Find the string "edge" in the data, and copy out each line that has it.

▶ **Provided data**:
++++
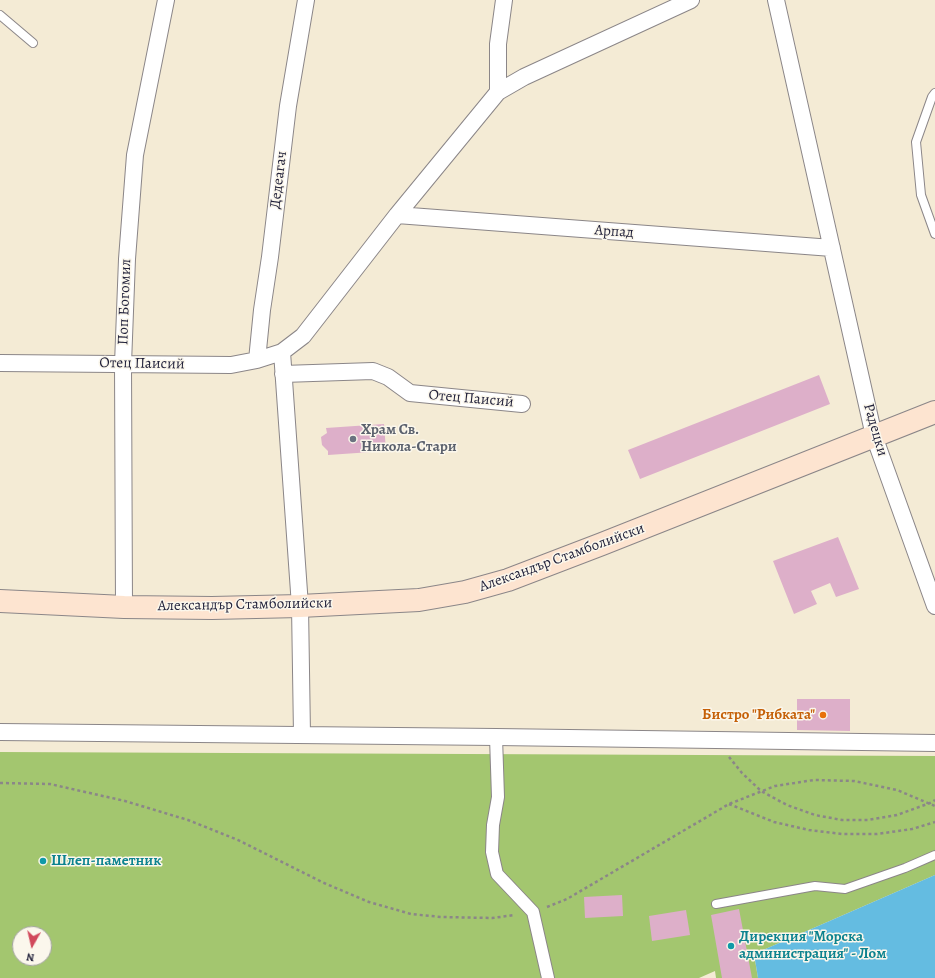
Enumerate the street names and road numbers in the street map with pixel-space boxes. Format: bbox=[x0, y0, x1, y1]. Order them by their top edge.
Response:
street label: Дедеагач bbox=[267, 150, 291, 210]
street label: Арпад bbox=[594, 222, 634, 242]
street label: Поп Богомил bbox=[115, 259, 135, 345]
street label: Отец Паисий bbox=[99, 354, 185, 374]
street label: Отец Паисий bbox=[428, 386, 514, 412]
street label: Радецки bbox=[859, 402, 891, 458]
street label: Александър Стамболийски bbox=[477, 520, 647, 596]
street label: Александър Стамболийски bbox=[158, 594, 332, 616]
++++
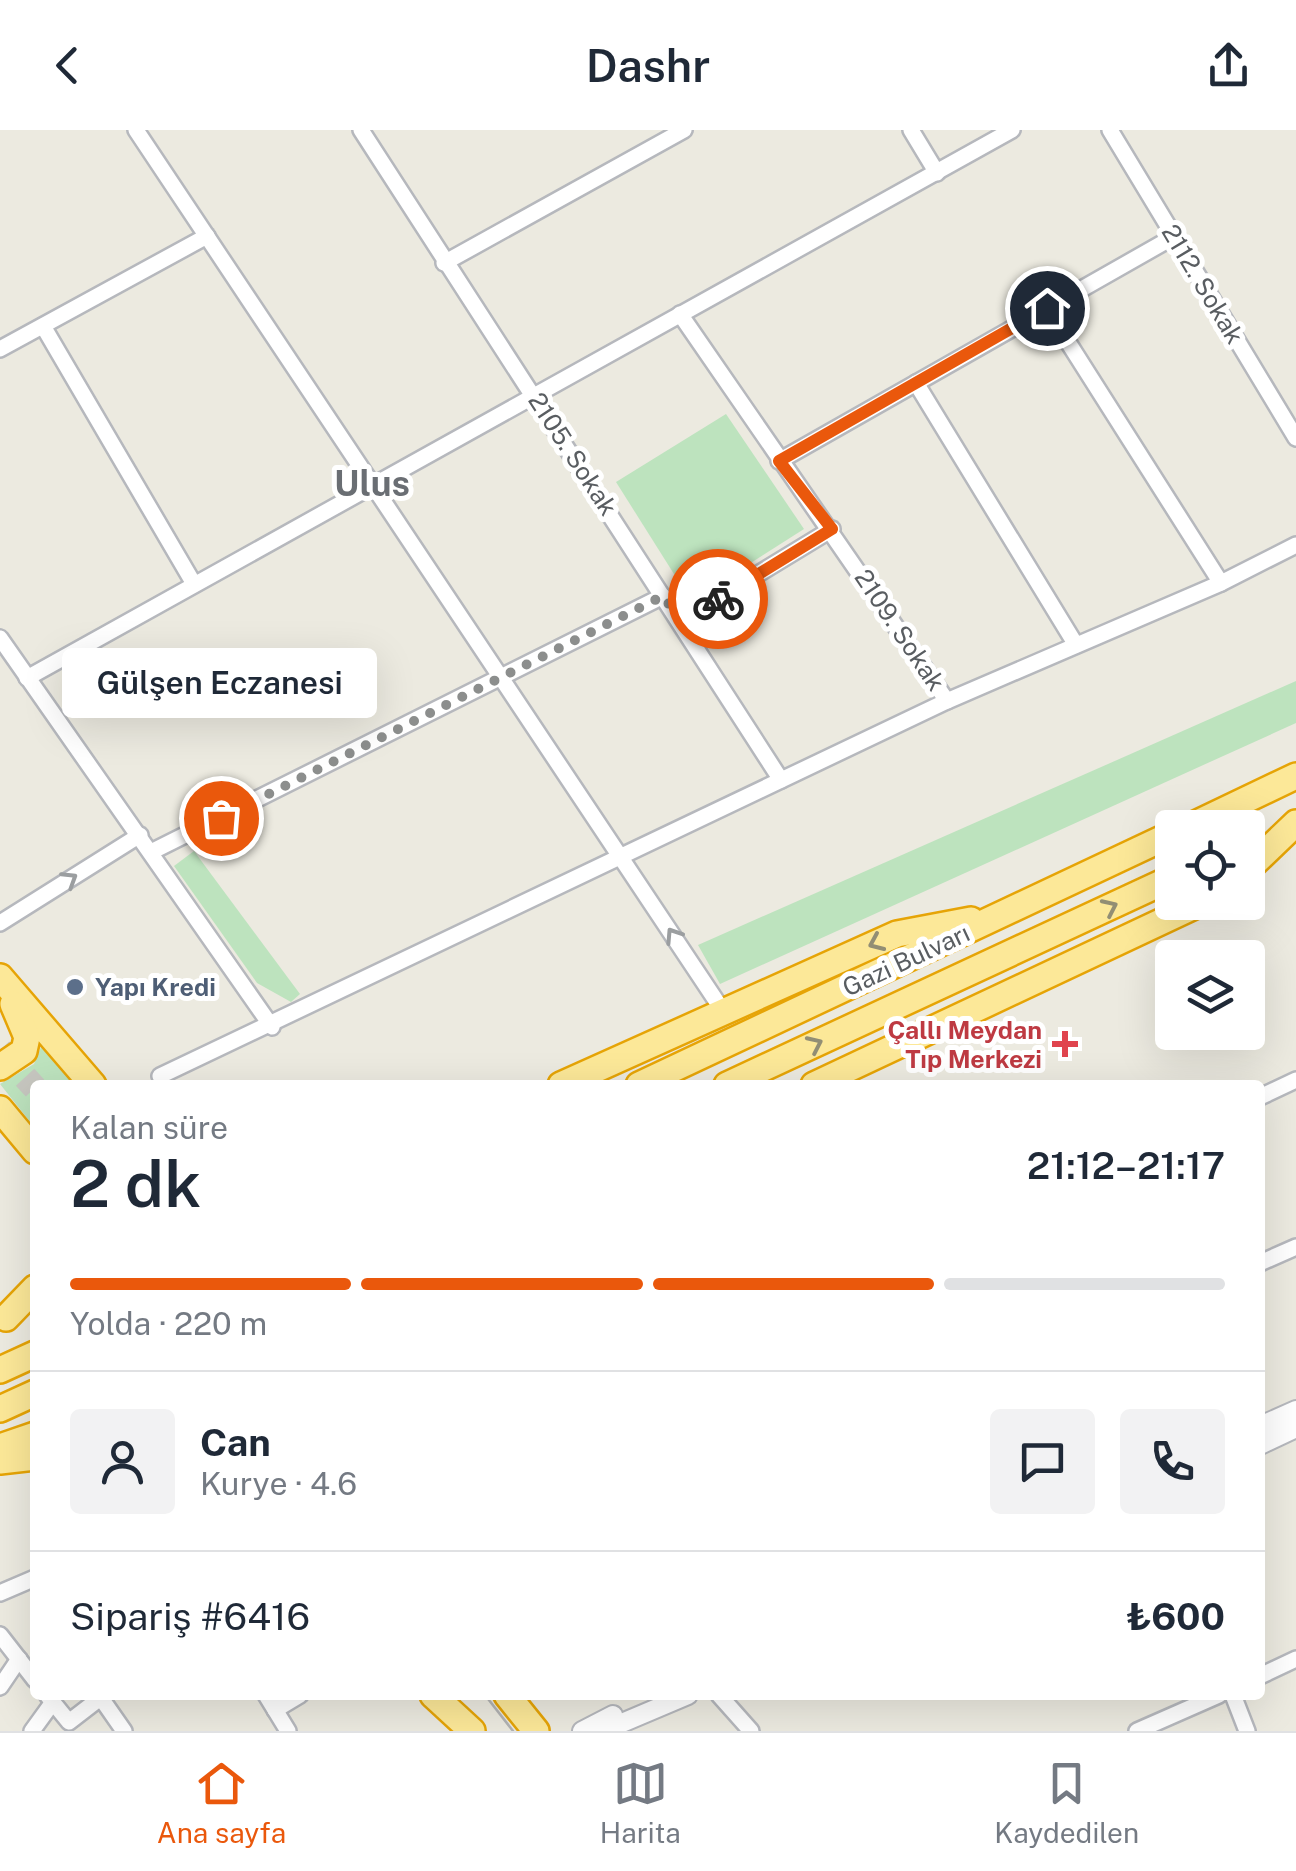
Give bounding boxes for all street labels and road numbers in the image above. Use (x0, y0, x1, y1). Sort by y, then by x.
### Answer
++++
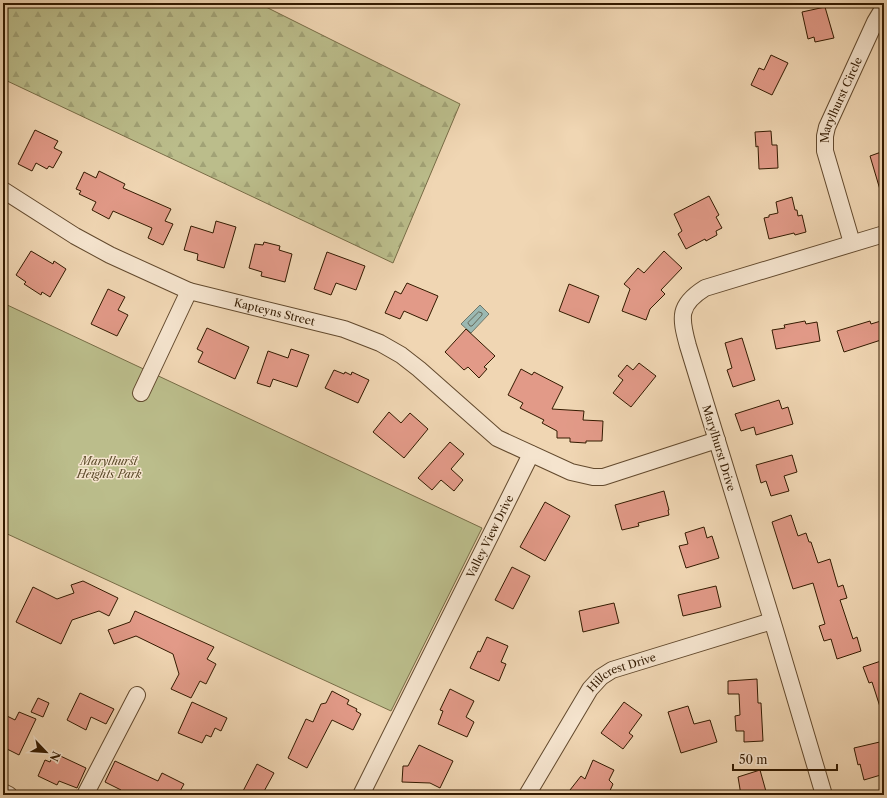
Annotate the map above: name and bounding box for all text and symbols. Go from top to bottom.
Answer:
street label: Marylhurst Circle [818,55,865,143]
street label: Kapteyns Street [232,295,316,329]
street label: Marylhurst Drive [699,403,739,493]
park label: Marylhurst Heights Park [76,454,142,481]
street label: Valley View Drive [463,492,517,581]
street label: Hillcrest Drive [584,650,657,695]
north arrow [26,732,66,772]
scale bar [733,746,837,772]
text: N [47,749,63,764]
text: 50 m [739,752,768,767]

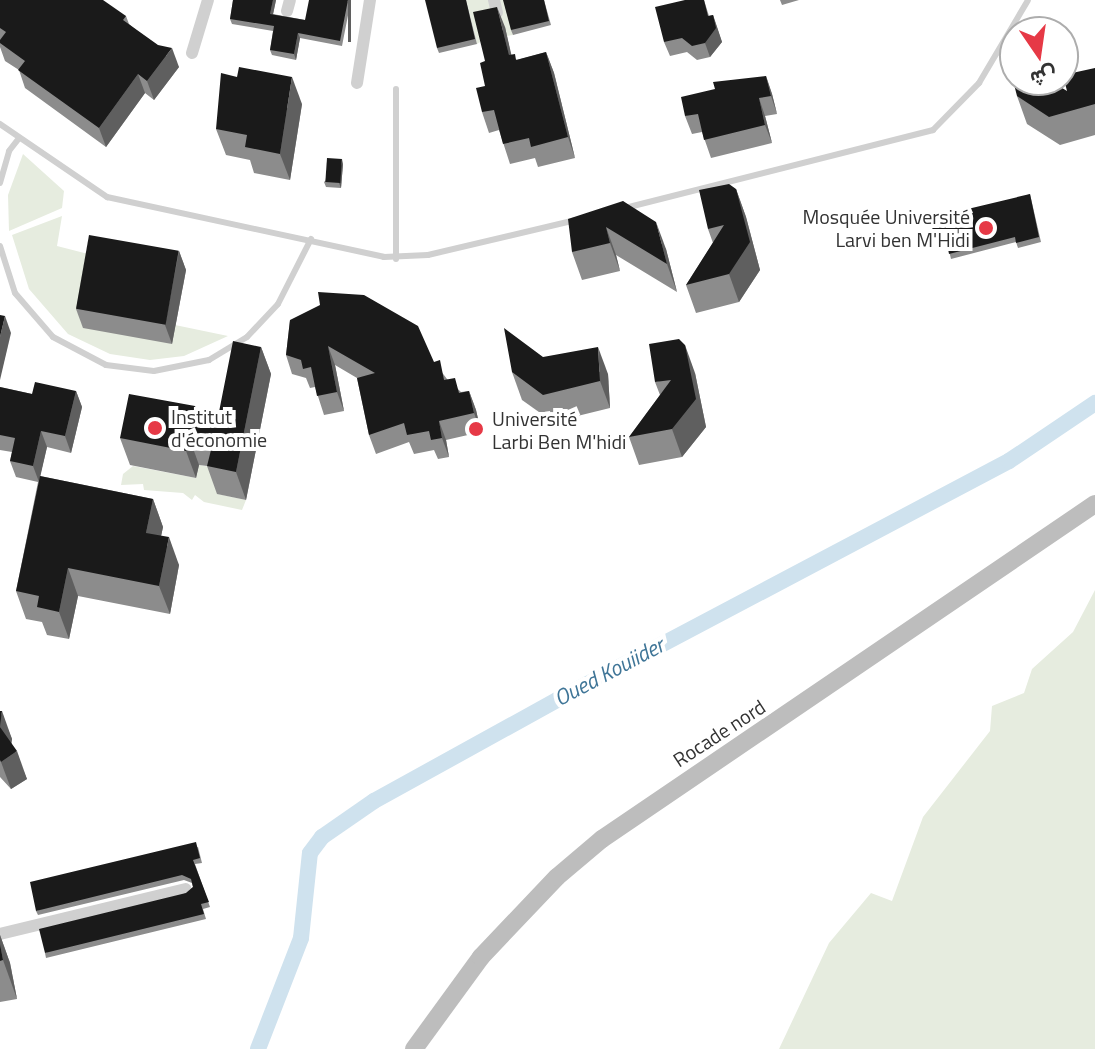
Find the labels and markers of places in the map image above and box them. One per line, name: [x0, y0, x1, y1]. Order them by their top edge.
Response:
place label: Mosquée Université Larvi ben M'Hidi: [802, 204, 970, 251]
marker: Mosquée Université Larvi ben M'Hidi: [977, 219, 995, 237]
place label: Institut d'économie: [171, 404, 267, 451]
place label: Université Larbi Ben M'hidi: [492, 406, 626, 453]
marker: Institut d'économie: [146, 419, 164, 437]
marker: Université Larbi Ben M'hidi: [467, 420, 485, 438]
++++
▶ **Response area**:
Enumerate the street names and road numbers in the street map with pixel-space boxes. Format: bbox=[x0, y0, x1, y1]. Order them by their top edge.
Find the labels and markers of places in the map image above and box them. One per line, name: [x0, y0, x1, y1]. Order them by their top edge.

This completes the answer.